Editor-In-Chief: C. Michael Gibson, M.S., M.D. [1]Associate Editor(s)-in-Chief: Maria Fernanda Villarreal, M.D. [2]

Overview

Tumors of the bone (also known as "Bone tumors") are generally defined as the neoplastic growth of tissue in bone. Abnormal growths found in the bone can be benign or malignant. Bone tumors may be classified as "primary tumors", which originate in bone or from bone-derived cells and tissues, and "secondary tumors" which originate in other sites and metastasize to the skeleton.^[1] Carcinomas of the prostate, breasts, lungs, thyroid, and kidneys are the carcinomas that most commonly metastasize to bone. Secondary malignant bone tumors are more common than primary bone cancers. The most common symptom of bone tumors is pain, which will gradually increase over time. The pain increases with the growth of the tumor. Additional symptoms may include fatigue, fever, weight loss, anemia, and/or sudden bone fractures. In some cases, bone tumors may be asymptomatic. Bone tumors may weaken the structure of the bone, causing pathologic fractures.^[2]

Classification

According to World Health Organization, bone tumors can be divided into primary and secondary. Primitive bone tumors are classified using histo-genetic criteria and malignancy anatomic-clinical criteria.

Primary Tumors

Primary tumors of bone can be divided into benign and malignant tumors.
Common benign bone tumors, include:

Common malignant bone tumors, include:

Secondary Tumors

Secondary bone tumors include metastatic tumors which have spread from other organs (usually, adenocarcinomas).
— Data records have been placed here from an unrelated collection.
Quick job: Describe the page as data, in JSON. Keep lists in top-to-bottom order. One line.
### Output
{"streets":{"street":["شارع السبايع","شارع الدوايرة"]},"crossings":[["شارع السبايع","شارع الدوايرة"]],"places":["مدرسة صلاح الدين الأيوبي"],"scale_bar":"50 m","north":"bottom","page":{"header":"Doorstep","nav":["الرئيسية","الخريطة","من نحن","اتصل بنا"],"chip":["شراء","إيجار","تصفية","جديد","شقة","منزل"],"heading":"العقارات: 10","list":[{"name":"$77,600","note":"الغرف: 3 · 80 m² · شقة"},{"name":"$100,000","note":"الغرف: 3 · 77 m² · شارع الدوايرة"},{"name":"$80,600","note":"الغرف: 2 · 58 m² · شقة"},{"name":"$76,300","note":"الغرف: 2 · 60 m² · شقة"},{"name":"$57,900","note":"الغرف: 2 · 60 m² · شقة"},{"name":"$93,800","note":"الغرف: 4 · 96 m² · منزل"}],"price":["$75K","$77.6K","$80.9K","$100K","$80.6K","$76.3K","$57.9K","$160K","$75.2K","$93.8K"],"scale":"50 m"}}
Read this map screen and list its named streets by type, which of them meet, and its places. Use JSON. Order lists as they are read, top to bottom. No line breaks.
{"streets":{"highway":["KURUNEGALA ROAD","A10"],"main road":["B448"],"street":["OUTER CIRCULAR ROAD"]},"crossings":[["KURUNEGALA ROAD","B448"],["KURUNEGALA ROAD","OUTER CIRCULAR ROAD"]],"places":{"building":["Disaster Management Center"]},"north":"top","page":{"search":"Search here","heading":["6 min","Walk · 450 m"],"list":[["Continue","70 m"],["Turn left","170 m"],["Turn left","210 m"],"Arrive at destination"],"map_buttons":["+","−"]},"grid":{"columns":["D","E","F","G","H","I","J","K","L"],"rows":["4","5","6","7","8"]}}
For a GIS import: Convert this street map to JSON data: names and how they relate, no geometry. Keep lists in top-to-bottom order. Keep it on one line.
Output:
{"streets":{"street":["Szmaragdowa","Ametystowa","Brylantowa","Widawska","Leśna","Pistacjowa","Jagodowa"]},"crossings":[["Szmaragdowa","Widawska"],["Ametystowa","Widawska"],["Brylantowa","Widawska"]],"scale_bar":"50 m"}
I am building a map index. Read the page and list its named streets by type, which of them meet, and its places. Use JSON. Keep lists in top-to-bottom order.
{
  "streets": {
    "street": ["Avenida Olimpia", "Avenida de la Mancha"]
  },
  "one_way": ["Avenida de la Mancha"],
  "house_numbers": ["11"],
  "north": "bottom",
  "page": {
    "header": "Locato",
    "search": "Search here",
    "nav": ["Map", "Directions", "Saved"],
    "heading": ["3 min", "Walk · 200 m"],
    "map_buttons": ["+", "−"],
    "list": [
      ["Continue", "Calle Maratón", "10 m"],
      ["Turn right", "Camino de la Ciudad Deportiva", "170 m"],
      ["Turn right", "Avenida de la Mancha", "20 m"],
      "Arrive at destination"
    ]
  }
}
In general, metastatic tumors frequently involve the axial skeleton and the appendicular skeleton.

Common secondary bone tumors, include:

Causes

Bone and cartilage tumors may be caused by precursor lesions, such as radiation injury, chronic osteomyelitis, and some genetically determined syndromes (McCune-Albright syndrome, Ollier disease, Maffucci syndrome, and Beckwith-Wiedemann syndrome).^[3]

Differential Diagnosis

The table below summarizes the findings that differentiate bone tumors according to location, age, histological features, imaging features, and tumor origin.^[4]^[5]
For more details about each specific type of bone tumor, click on the links in blue in the table below.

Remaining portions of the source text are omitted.